How to adopt ConvLearner&databunch to structured loss function and data input?

Hi,

I was tried to adopt fast.ai to metric learning, but failed so far. There is PyTorch code for doing this (https://github.com/DagnyT/hardnet) , but conversion is not obvious to me.
Could you please help me with following case?

Data: there are image patches, which are stored in quite custom format, but there is already torch.vision dataset class for it.
But what is important, is that sampling procedure is required to output two patches of the same class:

def __getitem__(self, index):
    a, p = self.data[t[0]], self.data[t[1]]
    img_a = transform_img(a)
    img_p = transform_img(p)
    return (img_a, img_p)

Note, that img_a and img_p are images of the same class and they are aligned.

Training. During training, image patches go through model to get descriptors and then distance matrix “all_a to all_p” is calculated. The loss function is operation on the distance matrix itself and does not require labels.

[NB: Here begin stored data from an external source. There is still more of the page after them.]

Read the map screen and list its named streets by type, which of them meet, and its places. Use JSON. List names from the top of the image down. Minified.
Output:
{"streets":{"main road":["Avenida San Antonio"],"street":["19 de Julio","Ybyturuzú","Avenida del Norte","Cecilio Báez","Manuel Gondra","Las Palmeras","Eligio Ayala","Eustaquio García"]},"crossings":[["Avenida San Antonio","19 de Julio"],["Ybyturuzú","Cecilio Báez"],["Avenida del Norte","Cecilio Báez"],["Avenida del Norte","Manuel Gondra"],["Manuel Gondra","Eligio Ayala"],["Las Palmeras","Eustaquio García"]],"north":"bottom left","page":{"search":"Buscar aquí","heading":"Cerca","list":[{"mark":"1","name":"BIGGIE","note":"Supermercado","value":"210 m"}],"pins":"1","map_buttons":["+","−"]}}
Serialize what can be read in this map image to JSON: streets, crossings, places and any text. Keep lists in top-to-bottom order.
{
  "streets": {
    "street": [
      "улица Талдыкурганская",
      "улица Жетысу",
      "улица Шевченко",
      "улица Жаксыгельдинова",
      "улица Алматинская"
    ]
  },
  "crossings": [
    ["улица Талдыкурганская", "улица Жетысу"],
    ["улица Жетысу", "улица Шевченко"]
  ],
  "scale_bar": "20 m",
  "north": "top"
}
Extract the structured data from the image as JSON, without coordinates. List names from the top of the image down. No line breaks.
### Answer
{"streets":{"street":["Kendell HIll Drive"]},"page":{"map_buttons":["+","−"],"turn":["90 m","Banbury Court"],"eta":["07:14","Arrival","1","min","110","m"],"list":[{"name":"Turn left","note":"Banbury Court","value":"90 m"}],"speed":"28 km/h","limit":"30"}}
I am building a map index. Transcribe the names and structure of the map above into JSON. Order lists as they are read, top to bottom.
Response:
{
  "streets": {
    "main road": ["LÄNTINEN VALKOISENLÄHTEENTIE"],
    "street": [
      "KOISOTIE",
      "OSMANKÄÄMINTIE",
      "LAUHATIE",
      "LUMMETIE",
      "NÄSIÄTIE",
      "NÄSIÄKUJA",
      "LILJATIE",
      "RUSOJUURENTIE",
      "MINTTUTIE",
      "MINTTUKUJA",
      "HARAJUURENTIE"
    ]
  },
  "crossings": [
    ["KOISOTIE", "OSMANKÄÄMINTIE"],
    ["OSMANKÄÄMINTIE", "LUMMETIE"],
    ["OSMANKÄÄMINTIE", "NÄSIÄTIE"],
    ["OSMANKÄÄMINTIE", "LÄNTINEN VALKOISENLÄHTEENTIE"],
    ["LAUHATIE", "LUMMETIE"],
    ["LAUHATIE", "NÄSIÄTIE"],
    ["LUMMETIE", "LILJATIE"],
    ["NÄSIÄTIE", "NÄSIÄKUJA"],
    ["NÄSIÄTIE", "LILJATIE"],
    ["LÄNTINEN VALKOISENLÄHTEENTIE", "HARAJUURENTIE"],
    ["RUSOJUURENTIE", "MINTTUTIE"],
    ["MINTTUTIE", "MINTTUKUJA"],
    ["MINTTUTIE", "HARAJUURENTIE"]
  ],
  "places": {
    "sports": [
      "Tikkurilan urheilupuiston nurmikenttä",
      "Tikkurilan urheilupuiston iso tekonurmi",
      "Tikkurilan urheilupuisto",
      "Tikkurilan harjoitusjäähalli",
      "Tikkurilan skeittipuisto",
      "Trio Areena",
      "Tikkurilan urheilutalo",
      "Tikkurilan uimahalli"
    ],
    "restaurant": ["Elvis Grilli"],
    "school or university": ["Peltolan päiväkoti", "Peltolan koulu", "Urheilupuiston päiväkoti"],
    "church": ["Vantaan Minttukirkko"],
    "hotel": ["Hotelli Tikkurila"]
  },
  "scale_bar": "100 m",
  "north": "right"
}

   pbar = tqdm(enumerate(train_loader))
   for batch_idx, data in pbar:
         data_a, data_p = data
          out_a = model(data_a)
          out_p = model(data_p)
          loss = loss_HardNet(out_a, out_p, margin=1.0)

note that loss is not just MSE so that out_a should be equal to out_p, it does compare every descriptor to each other.

So my question is how to adopt DataBunch class and ConvLearner to accept such inputs and losses? Or, may be it would be easier for me to just cut out one_cycle_policy and use it in plain PyTorch?

You can completely have a dataset that returns two images. You can have even have data augmentation be applied the same way to the two of them. In your case, you want them as your input and you don’t seem to have a target (which fastai will want) so I’d suggest creating a custom dataset that returns with get_item:

return [img_a, img_b], 0

(0 being there to please fastai, and you won’t really use it). Then you wrap your model like to treat those two inputs and return the two outputs:

class TopModel(nn.Module):
    def __init__(self, model):
        super().__init__()
        self.model = model

    def forward(self, input):
        return [self.model(input[0]), self.model(input[1])]

Lastly, you put a custom loss function to your Learner, that would look like this:

def custom_loss(output, target):
    return loss_HardNet(output[0], output[1], margin=1.0)

(note that we ignore the target).

3 Likes

Hi,

Thanks for your help!
Your solution looks simpler, that I have implemented 10 min ago. Basically, I did
return [img_a, img_b], 0 thing and then wrote custom collate function, which stacks images in batch dimension and then modified loss to split them back.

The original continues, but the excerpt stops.